Can it/should it happen here?

Comments

  1. My own employees are not expected to access their work e-mails after they leave the office for the day. If I employed other professionals I might not find that entirely convenient, but I’d still hope to place no expectation on it.

  2. And it’s not just the French! The US Department of Labor, in a pre-rule information gathering process, issued a Request for Information in the spring of 2016 to look into electronic communications outside of work hours as they relate to employment issues.

  3. Maxime Fournier

    “Are the benefits worth the inconvenience … given that the benefits go to the employees and the inconvenience to the employers, to a large extent.”

    We could say the exact opposite about when people started being avalaible to their employer 24/7 thanks to e-mails and cellphones.

  4. Kristin Hodgins

    I think mobile devices actually provide some much needed work-life balance for many salaried professionals, particularly those with young children. You can leave at 4:00 pm to pick your kids up from daycare, have the evening with them, and then respond to emails after they’ve gone to bed. We’ve all heard of the “mommy track” where women were (and still are) perceived to be less dedicated to their work and less available because of the demands of child-rearing, but we’ve slowly started to come around to the idea that one does not always need to be sitting in an office to be present. In my own workplace, I’ve also seen many men with young children achieve a better work-life balance because they are still available when they leave the office early to shuttle their children to a soccer practice, and so they feel like they can do that. Everyone wins.

    I think my generation, having grown up with this kind of technology, doesn’t necessarily see a stark contrast between work/rest-of-life. It all blends together in a way I for one am quite comfortable with. It’s been my experience that those who want flexibility generally find a way to make it happen, and those who prefer a strict work/life divide also tend to have it.

    All of this of course becomes much more challenging in unionized office environments where most workers are hourly and are paid overtime, as is also the case for most other non-managerial employees.
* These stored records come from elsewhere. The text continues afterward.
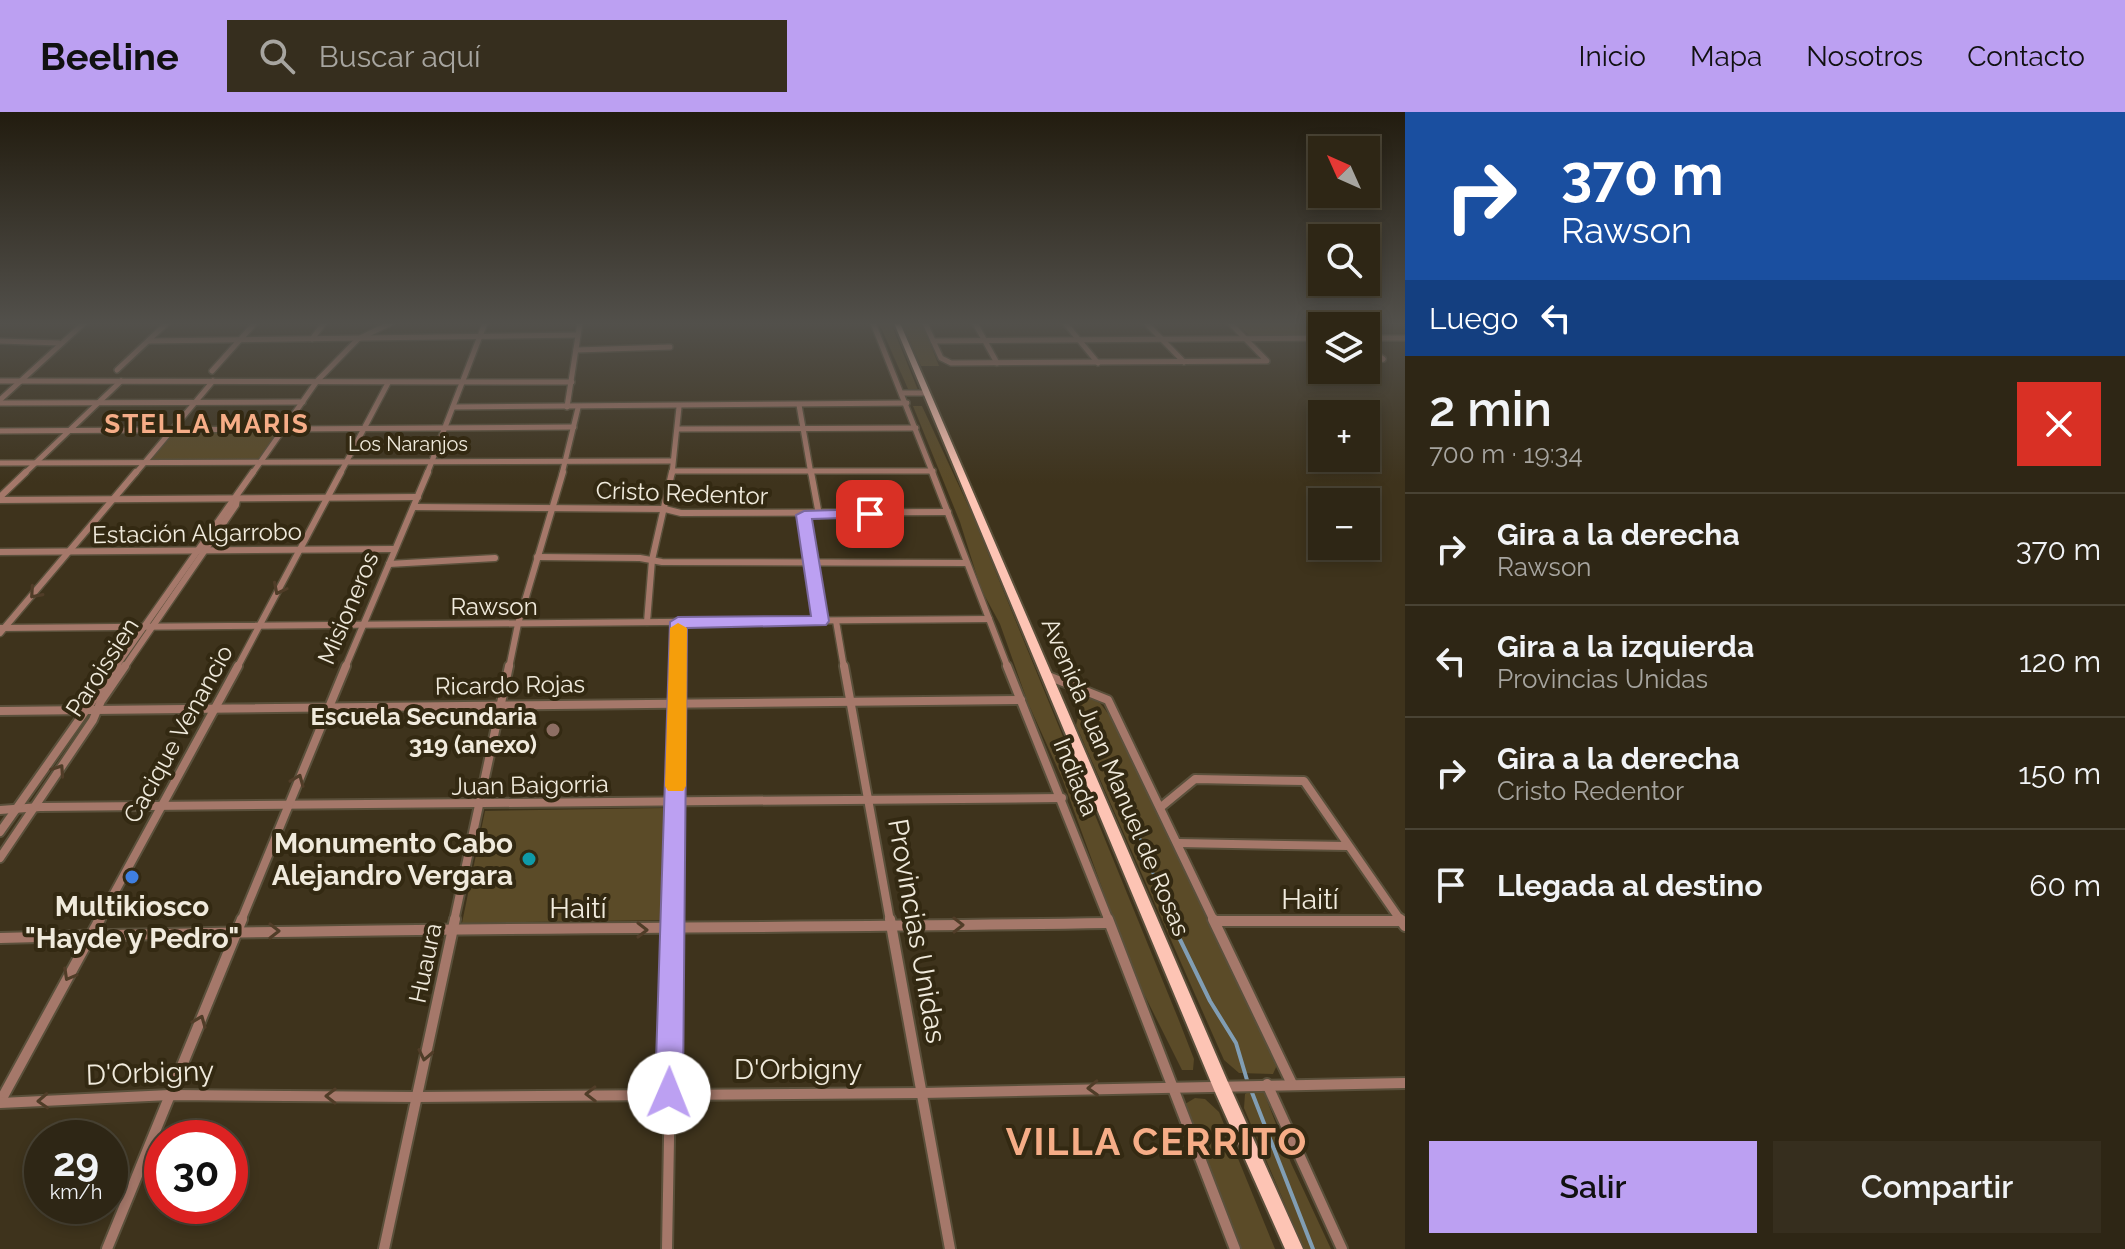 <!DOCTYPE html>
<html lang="es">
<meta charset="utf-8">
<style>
:root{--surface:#2e2615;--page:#362e1e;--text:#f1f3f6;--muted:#a7a5a0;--line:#494334;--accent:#bca0f2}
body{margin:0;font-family:Raleway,sans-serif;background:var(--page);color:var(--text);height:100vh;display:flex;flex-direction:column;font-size:30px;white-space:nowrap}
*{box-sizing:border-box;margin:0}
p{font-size:26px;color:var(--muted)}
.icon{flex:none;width:44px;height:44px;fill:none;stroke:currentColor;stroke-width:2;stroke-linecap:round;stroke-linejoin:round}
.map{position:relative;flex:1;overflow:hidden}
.panel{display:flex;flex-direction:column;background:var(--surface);width:720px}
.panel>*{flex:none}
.hud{background:#1a4fa0;color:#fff;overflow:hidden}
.needle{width:52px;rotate:315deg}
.fabs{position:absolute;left:1308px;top:24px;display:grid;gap:16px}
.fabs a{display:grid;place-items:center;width:72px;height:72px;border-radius:0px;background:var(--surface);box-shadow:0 4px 12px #0003,0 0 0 2px var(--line);font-size:40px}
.speed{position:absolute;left:24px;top:1008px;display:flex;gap:16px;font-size:40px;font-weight:700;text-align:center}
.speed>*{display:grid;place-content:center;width:104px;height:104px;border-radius:50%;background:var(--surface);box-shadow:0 4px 12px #0003,0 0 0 2px var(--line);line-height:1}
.speed small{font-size:20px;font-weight:400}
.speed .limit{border:12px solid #d22;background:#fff;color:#111}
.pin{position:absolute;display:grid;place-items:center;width:68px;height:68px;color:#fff;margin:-34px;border-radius:16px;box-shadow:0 4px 12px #0006}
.me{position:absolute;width:88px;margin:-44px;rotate:1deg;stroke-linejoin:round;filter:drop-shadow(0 0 6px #0008)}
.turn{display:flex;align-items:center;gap:28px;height:168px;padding:0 24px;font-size:36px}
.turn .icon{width:104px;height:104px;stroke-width:2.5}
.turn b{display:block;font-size:56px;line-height:68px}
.then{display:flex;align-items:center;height:76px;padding:0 24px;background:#0003;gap:16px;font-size:30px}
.round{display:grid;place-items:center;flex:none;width:84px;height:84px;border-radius:0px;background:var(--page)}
.headline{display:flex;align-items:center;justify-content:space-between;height:136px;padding:0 24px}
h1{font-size:48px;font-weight:600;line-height:60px}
.action{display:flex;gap:16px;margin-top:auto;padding:16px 24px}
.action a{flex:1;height:92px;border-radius:0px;background:var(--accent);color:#111;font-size:32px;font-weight:600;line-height:92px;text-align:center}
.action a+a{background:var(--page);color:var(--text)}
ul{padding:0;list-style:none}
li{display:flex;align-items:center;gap:24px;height:112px;padding:0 24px;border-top:2px solid var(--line)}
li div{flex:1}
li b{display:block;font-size:30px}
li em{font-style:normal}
header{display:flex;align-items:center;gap:48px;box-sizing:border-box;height:112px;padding:0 40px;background:var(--accent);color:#111}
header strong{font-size:38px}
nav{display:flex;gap:44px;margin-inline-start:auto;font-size:28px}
.search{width:560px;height:72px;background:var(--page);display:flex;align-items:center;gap:20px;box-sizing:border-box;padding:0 28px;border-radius:0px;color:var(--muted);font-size:30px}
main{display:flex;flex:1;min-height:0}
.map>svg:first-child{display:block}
</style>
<header>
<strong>Beeline</strong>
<div class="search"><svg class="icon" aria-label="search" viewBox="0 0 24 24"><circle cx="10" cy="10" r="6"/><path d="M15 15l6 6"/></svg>Buscar aquí</div>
<nav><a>Inicio</a><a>Mapa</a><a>Nosotros</a><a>Contacto</a></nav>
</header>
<main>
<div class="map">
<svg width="1405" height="1137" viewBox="0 0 1405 1137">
<rect width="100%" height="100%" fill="#3e331c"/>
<g fill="#5b4b28">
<path d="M879 211H891L918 278 908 277Z"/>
<path d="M902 211H922L939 254H921Z"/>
<path d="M1235 211H1335L1338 214H1322V224L1251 225Z"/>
<path d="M913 294H922L972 402 1178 906 1194 947 1193 958H1182L1132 858 1062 666 1028 591 1000 512 981 477 960 410Z"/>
<path d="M174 321H276L260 347H152Z"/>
<path d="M1089 586 1100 591 1113 608 1277 953 1273 962 1239 961 1224 948 1076 613 1081 594Z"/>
<path d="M667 696 665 808 462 811 485 699Z"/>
<path d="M1251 978H1263L1291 1051 1331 1137H1304L1244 996 1245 982Z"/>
<path d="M1195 986 1205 987 1219 1000 1275 1137H1242L1185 992Z"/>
</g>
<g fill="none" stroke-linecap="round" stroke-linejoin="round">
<path stroke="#819eb4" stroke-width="3" d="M1126 690 1171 809"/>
<g stroke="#819eb4" stroke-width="4">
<path d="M1170 807 1210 889 1236 931 1247 968"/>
<path d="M1251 978 1313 1137"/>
</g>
<defs>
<g id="minor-far3">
<path d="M873 211 933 362"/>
<path d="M925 211 941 246 951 251 1267 249 1230 211"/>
<path d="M975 211 997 251"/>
<path d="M1065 211 1098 251"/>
<path d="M1146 211 1184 250"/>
<path d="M1339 211 1342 214"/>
<path d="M1366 226H1405"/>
<path d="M312 227 324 211"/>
<path d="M0 229 59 231"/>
<path d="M149 229 578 223"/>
<path d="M933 229 1322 226"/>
<path d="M1366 234 1383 247"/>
<path d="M576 238 670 235"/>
<path d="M1366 248 1383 247"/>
<path d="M117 258 167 211"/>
<path d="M212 259 255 211"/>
<path d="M0 269 572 270"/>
<path d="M903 281H926"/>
<path d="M0 288 84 211"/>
<path d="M0 291 303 290"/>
<path d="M799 293 811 362"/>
<path d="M453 295 907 291"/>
<path d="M567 295 580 211"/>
<path d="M678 317 916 316"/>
<path d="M0 319 574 315"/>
<path d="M0 351 672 349"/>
<path d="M672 359H933"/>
<path d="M24 362 121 269"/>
<path d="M135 362 213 269"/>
<path d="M252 362 317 269 358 227 391 211"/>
<path d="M340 362 388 271"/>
<path d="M427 362 485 211"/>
<path d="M562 362 578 296"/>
<path d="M672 362 679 295"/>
</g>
<g id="minor-far2">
<path d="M811 360 819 403"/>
<path d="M932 360 1008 556"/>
<path d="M0 385 26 360"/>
<path d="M0 388 418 385"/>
<path d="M414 395 665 397 681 401 948 400"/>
<path d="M804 403 820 509"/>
<path d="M0 440 395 437"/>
<path d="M537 445 640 446 662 450 966 451"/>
<path d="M389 452 495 446"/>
<path d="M836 509 844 556"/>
<path d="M647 510 652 448 672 360"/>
<path d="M0 516 989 507"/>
<path d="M0 521 136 360"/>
<path d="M115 556 253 360"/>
<path d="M124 556 236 393 237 387"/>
<path d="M237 556 341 360"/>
<path d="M345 556 428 360"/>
<path d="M509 556 518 512 563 360"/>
<path d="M677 556 678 510"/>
</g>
<g id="minor-far1">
<path d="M844 554 890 809"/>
<path d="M1007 554 1109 809"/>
<path d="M1048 564 1108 588 1214 809"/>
<path d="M0 599 1021 588"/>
<path d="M1161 695 1195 667 1304 669 1401 809"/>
<path d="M0 698 40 695 1062 686"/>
<path d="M0 720 117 554"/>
<path d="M1178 731 1347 734"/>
<path d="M0 746 93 608 101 589 125 554"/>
<path d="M99 809 238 554"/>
<path d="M241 809 346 554"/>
<path d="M454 809 509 554"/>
<path d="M673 809 677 554"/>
</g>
<g id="minor">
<path d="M890 807 950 1137"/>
<path d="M1108 807 1235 1137"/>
<path d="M1213 807 1292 972"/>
<path d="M1400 807 1405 814"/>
<path d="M1215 809H1403"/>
<path d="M0 826C369 815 739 817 1108 811"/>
<path d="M1267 972 1342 1137"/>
<path d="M0 990 100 807"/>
<path d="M0 991 170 983 417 985 922 981 1405 971"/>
<path d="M107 1137 242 807"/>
<path d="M384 1137 455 807"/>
<path d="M667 1137 673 807"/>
</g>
<path id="primary" d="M894 211H900L1227 968 1303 1137H1285L1215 980Z"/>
</defs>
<use href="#minor-far3" stroke="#5a503b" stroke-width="8"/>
<use href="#minor-far2" stroke="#5a503b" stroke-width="9"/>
<use href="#minor-far1" stroke="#5a503b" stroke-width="12"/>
<use href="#minor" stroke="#5a503b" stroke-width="14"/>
<use href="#primary" stroke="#5a503b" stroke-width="4"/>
<use href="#minor-far3" stroke="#a5786a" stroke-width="5"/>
<use href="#minor-far2" stroke="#a5786a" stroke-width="6"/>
<use href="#minor-far1" stroke="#a5786a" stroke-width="8"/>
<use href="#minor" stroke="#a5786a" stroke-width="10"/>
<use href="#primary" fill="#fdc4b4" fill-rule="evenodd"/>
</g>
<defs><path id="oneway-chevron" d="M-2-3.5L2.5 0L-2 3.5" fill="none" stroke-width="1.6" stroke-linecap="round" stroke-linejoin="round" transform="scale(2)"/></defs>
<g stroke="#503d28">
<use href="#oneway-chevron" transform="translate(279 477) rotate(117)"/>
<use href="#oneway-chevron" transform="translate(35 481) rotate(131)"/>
<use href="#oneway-chevron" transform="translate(59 658) rotate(-56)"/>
<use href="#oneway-chevron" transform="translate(298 668) rotate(-68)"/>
<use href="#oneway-chevron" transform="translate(958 813) rotate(-1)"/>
<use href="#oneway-chevron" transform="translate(642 818)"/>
<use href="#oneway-chevron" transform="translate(274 819)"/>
<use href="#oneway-chevron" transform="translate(69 863) rotate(119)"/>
<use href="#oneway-chevron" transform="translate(200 909) rotate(-68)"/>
<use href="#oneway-chevron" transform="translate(425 943) rotate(102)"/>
<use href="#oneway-chevron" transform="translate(1093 976) rotate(178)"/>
<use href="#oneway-chevron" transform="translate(591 982) rotate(179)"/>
<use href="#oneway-chevron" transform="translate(331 984) rotate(-179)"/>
<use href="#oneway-chevron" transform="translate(43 989) rotate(177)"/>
</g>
<linearGradient id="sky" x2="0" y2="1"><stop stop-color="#221c0f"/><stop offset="0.57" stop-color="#52504b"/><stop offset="1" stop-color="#52504b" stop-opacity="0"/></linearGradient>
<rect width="1405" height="371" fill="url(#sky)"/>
<path fill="#bca0f2" stroke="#7a689d" stroke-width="2" d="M870 397 875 399V405L812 407 829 509 826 513 687 516 683 981 679 991 669 995 659 991 655 981 670 510 678 505 811 504 796 403 804 399Z"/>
<path fill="#f59e0b" d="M678 511 687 516 686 674 683 679H668L665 674 670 516Z"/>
<circle fill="#8d6e63" stroke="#332912" stroke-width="3" cx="553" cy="618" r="8"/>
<circle fill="#0f9aa8" stroke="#332912" stroke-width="3" cx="529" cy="747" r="8"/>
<circle fill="#3f7fe0" stroke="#332912" stroke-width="3" cx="132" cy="765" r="8"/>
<g text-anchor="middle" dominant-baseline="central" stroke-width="8" stroke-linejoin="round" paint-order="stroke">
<g font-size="20" fill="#f0eadc" stroke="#332912">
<text x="408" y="332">Los Naranjos</text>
</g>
<g font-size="24" fill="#f0eadc" stroke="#332912">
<text transform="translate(682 381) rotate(2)">Cristo Redentor</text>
<text transform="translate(197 421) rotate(-1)">Estación Algarrobo</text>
<text x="494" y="494">Rawson</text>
<text transform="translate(348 496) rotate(-67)">Misioneros</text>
<text transform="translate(102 555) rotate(-57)">Paroissien</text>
<text transform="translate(510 573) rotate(-1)">Ricardo Rojas</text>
<text transform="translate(178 622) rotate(-61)">Cacique Venancio</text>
<text transform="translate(1076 665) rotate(68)">Indiada</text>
<text transform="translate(1116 665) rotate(67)">Avenida Juan Manuel de Rosas</text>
<text transform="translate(530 673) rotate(-1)">Juan Baigorria</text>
<text transform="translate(425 851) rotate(-78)">Huaura</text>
</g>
<g font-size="24" font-weight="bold" fill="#f0eadc" stroke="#332912" text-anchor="end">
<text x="537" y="604">Escuela Secundaria<tspan x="537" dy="28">319 (anexo)</tspan></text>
</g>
<g font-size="26" font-weight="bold" letter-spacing="2" fill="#f6ad87" stroke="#332912">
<text x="207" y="312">STELLA MARIS</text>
</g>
<g font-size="28" font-weight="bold" fill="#f0eadc" stroke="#332912" text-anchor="end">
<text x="513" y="731">Monumento Cabo<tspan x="513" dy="32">Alejandro Vergara</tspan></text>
<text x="132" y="794" text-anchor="middle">Multikiosco<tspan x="132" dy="32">"Hayde y Pedro"</tspan></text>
</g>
<g font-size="28" fill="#f0eadc" stroke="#332912">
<text x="1310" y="787">Haití</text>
<text x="578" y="796">Haití</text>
<text transform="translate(917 819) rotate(80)">Provincias Unidas</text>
<text x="798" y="957">D'Orbigny</text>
<text transform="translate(150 961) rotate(-2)">D'Orbigny</text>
</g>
<g font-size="38" font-weight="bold" letter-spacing="2" fill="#f6ad87" stroke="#332912">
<text x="1157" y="1029">VILLA CERRITO</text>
</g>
</g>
</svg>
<div class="fabs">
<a><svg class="needle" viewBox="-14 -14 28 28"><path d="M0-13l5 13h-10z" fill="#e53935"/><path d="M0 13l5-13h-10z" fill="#a7a5a0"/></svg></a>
<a><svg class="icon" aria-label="search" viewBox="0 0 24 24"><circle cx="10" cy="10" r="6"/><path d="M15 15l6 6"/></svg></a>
<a><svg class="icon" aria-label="layers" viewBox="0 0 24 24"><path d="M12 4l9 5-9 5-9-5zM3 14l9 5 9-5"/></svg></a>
<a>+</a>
<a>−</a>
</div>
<div class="speed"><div>29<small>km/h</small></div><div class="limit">30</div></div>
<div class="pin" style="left:870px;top:402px;background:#d93025"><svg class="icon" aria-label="arrive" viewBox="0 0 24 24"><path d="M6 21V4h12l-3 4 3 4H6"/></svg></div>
<svg class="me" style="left:669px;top:981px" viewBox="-20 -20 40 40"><circle r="19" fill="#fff"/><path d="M0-13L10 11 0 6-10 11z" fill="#bca0f2"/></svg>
</div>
<section class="panel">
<div class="hud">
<div class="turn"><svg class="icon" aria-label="right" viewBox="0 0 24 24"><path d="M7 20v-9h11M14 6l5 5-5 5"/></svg><div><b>370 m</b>Rawson</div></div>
<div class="then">Luego<svg class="icon" aria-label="left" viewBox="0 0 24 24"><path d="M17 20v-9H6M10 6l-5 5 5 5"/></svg></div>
</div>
<div class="headline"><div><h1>2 min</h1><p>700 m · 19:34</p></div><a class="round" style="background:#d93025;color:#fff"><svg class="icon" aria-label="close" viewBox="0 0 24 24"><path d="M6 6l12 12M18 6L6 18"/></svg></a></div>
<ul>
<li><svg class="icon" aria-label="right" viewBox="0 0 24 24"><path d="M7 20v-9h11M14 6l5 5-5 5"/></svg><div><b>Gira a la derecha</b><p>Rawson</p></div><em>370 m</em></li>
<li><svg class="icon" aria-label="left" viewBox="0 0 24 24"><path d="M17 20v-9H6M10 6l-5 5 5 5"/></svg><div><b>Gira a la izquierda</b><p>Provincias Unidas</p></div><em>120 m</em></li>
<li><svg class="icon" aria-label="right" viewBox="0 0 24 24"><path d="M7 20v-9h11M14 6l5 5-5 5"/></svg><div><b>Gira a la derecha</b><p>Cristo Redentor</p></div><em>150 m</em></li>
<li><svg class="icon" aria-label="arrive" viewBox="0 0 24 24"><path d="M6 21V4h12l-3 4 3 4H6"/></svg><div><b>Llegada al destino</b></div><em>60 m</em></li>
</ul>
<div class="action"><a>Salir</a><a>Compartir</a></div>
</section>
</main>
    France is also a different country with a different labour history and different cultural norms. They have a better child care system, more vacation and more free time; they also have a higher rate of unionization, higher unemployment rate (it’s particularly dismal for young workers), lower productivity, and a growing discord between the (largely immigrant) poor and the rest of the country. Strong labour protections are moot when you can’t find a job in the first place.

    I personally wouldn’t want Canada to model its labour policies after France’s.

  5. A Globe and Mail survey from 2015 shows the following results:

    “…the Losing It group – the most highly stressed workers – had 1,794 respondents, and this is what their profile looked like:
    • 9 per cent were senior managers or executives
    • 75 per cent had a university degree or higher
    • 40 per cent made $79,000 or more annually
    • 52 per cent said they put in 80 per cent or more effort into their job each day
    • 24 per cent said they had no job flexibility
    • 4 per cent reported they suffered from a mental health issue
    • 48 per cent said they called in sick more than four days a year
    • 80 per cent said they would come to work even when feeling ill more than twice a year.” Gillian Livingston, “Survey says: We’re stressed (and not loving it)”, Globe and Mail, February 2, 2015.

    From the above results, it seems this type of regulation/law may be beneficial to many, of course the above results are over a year old.